- [ACTIVITY]: Show all the lines in the data below that include the word "Rawlinson".
== RECORDS SUPPLIED
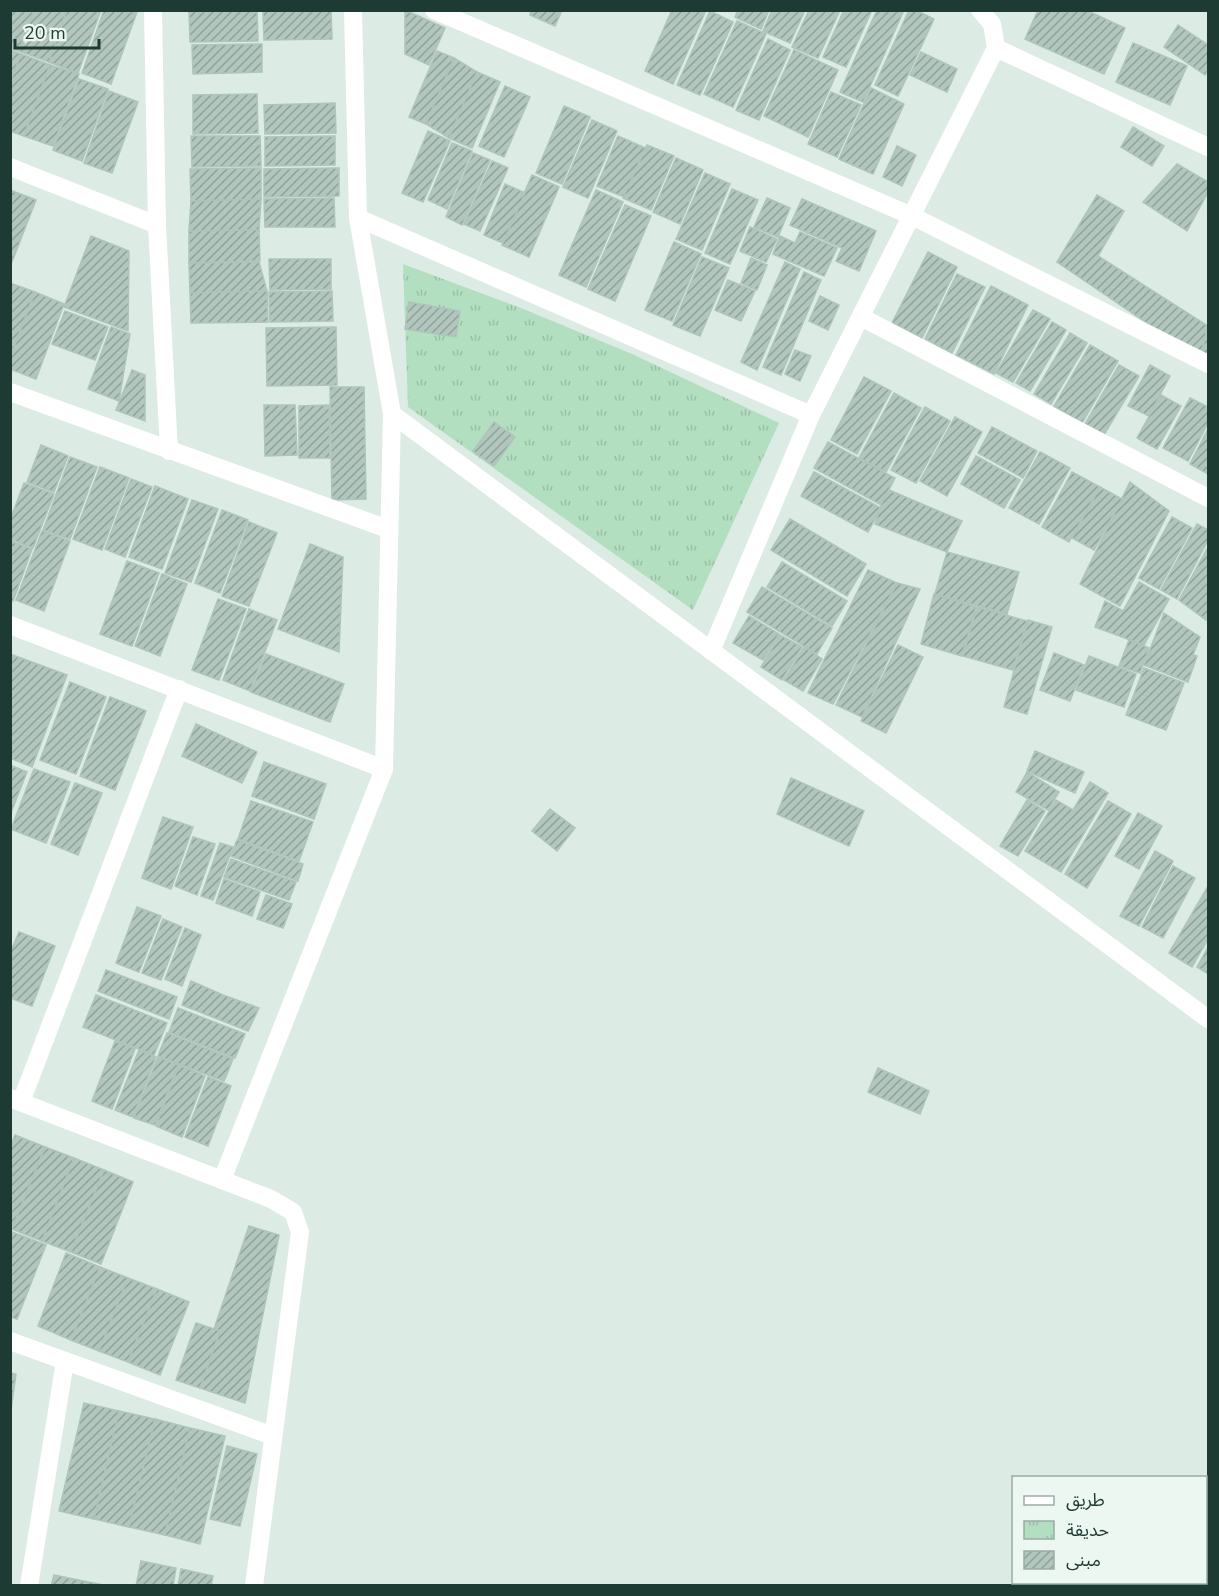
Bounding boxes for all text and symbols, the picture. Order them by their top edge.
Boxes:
scale bar [15,12,99,50]
text: 20 m [24,21,66,45]
legend [1012,1476,1207,1584]
text: طريق [1066,1488,1105,1512]
text: حديقة [1066,1518,1109,1542]
text: مبنى [1066,1548,1101,1572]

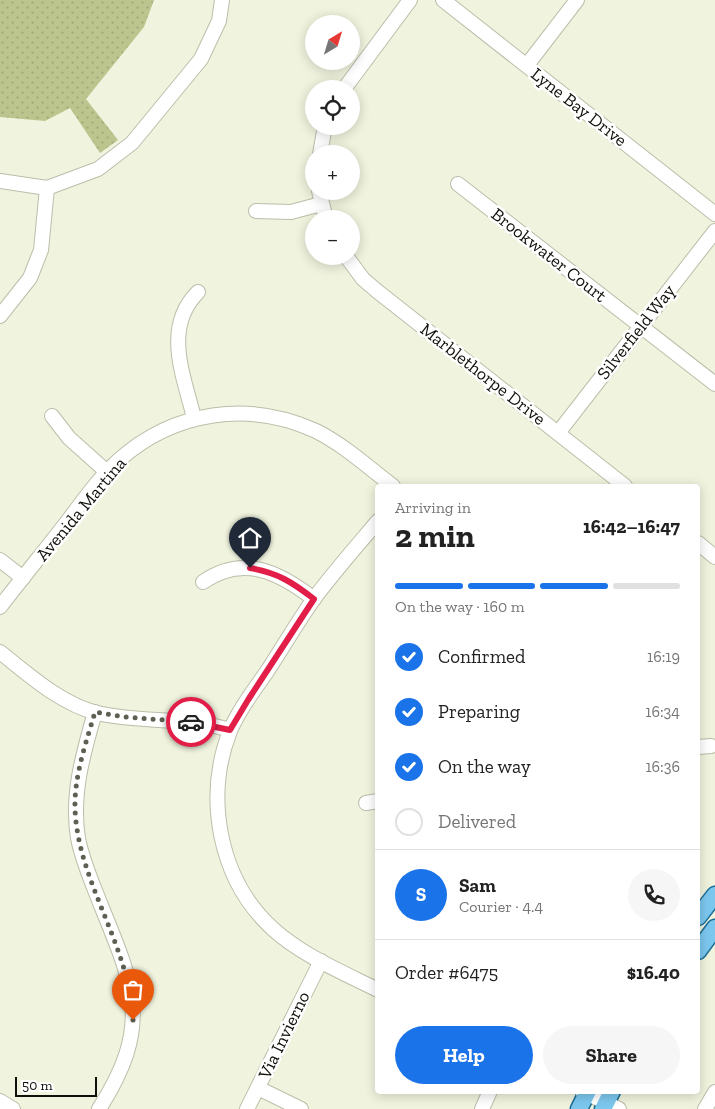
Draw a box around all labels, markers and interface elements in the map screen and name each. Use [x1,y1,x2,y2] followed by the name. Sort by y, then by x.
[305,15,360,70] north arrow
[305,15,360,265] map controls
[527,63,631,151] street label: Lyne Bay Drive
[305,80,360,135] button: locate
[305,145,360,200] button: +
[487,203,611,307] street label: Brookwater Court
[305,210,360,265] button: −
[592,280,680,384] street label: Silverfield Way
[416,318,550,430] street label: Marblethorpe Drive
[31,452,131,565] street label: Avenida Martina
[395,498,471,517] text: Arriving in
[583,515,680,538] text: 16:42–16:47
[229,517,271,568] pin
[395,517,475,555] text: 2 min
[236,524,264,552] icon: home
[395,597,525,616] text: On the way · 160 m
[395,643,423,671] icon: check
[438,645,525,668] text: Confirmed
[647,647,680,666] text: 16:19
[166,697,216,747] courier
[395,698,423,726] icon: check
[438,700,520,723] text: Preparing
[645,702,680,721] text: 16:34
[177,708,205,736] icon: car
[395,753,423,781] icon: check
[438,755,531,778] text: On the way
[645,757,680,776] text: 16:36
[438,810,516,833] text: Delivered
[628,869,680,921] button: phone
[459,874,496,897] text: Sam
[416,883,426,906] text: S
[459,897,543,916] text: Courier · 4.4
[395,961,498,984] text: Order #6475
[627,961,680,984] text: $16.40
[112,969,154,1020] pin
[119,976,147,1004] icon: bag
[253,988,315,1083] street label: Via Invierno
[395,1026,533,1084] button: Help
[543,1026,680,1084] button: Share
[15,1074,98,1097] scale bar
[22,1077,53,1094] text: 50 m

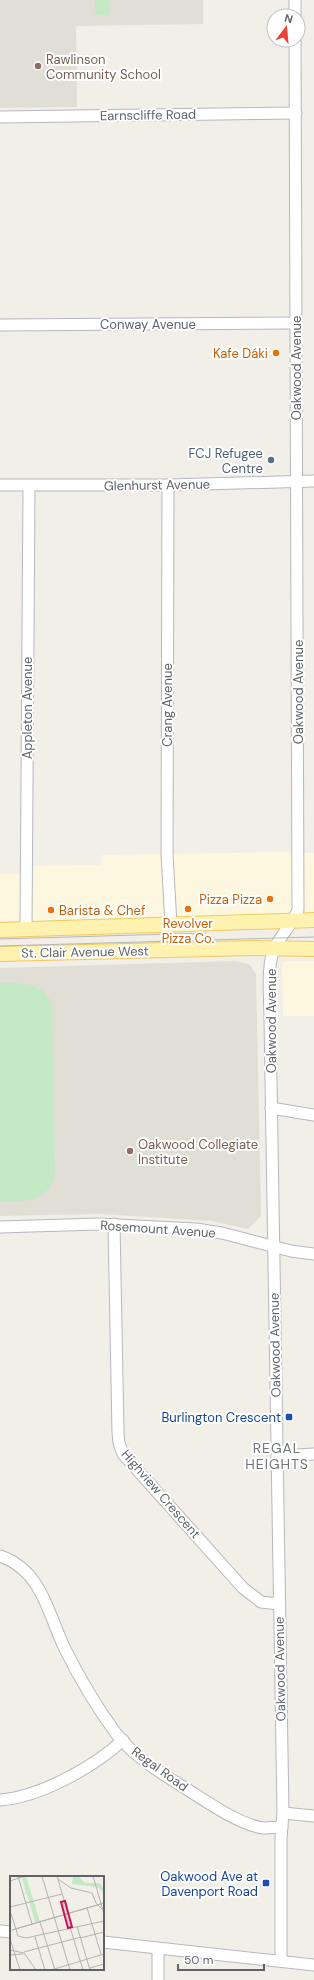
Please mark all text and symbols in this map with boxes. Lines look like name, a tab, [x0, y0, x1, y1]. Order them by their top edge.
north arrow	[266, 8, 306, 48]
text: N	[283, 11, 295, 26]
place label: Rawlinson Community School	[46, 51, 161, 83]
marker: Rawlinson Community School	[33, 61, 43, 71]
street label: Earnscliffe Road	[100, 106, 196, 124]
street label: Conway Avenue	[100, 316, 196, 333]
street label: Oakwood Avenue	[288, 316, 305, 420]
place label: Kafe Dáki	[213, 345, 268, 362]
marker: Kafe Dáki	[271, 348, 281, 358]
place label: FCJ Refugee Centre	[188, 445, 263, 477]
marker: FCJ Refugee Centre	[266, 455, 276, 465]
street label: Glenhurst Avenue	[104, 476, 210, 494]
street label: Oakwood Avenue	[290, 640, 307, 744]
street label: Appleton Avenue	[19, 657, 36, 759]
street label: Crang Avenue	[159, 663, 176, 747]
place label: Pizza Pizza	[199, 891, 262, 908]
marker: Pizza Pizza	[265, 894, 275, 904]
place label: Barista & Chef	[59, 902, 146, 919]
marker: Revolver Pizza Co.	[183, 904, 193, 914]
marker: Barista & Chef	[46, 905, 56, 915]
place label: Revolver Pizza Co.	[162, 915, 215, 947]
street label: St. Clair Avenue West	[21, 942, 149, 962]
street label: Oakwood Avenue	[263, 969, 280, 1073]
place label: Oakwood Collegiate Institute	[138, 1136, 258, 1168]
marker: Oakwood Collegiate Institute	[125, 1146, 135, 1156]
street label: Rosemount Avenue	[100, 1216, 216, 1242]
street label: Oakwood Avenue	[266, 1293, 284, 1397]
place label: Burlington Crescent	[161, 1409, 281, 1426]
marker: Burlington Crescent	[284, 1412, 294, 1422]
district label: REGAL HEIGHTS	[245, 1439, 309, 1473]
street label: Highview Crescent	[118, 1446, 204, 1542]
street label: Oakwood Avenue	[271, 1617, 289, 1721]
street label: Regal Road	[128, 1743, 192, 1795]
place label: Oakwood Ave at Davenport Road	[160, 1868, 258, 1900]
inset map	[10, 1876, 104, 1970]
marker: Oakwood Ave at Davenport Road	[261, 1878, 271, 1888]
scale bar	[178, 1946, 264, 1972]
text: 50 m	[184, 1952, 213, 1968]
====
- [RESPONSE BELOW]:
place label: Rawlinson Community School	[46, 51, 161, 83]
marker: Rawlinson Community School	[33, 61, 43, 71]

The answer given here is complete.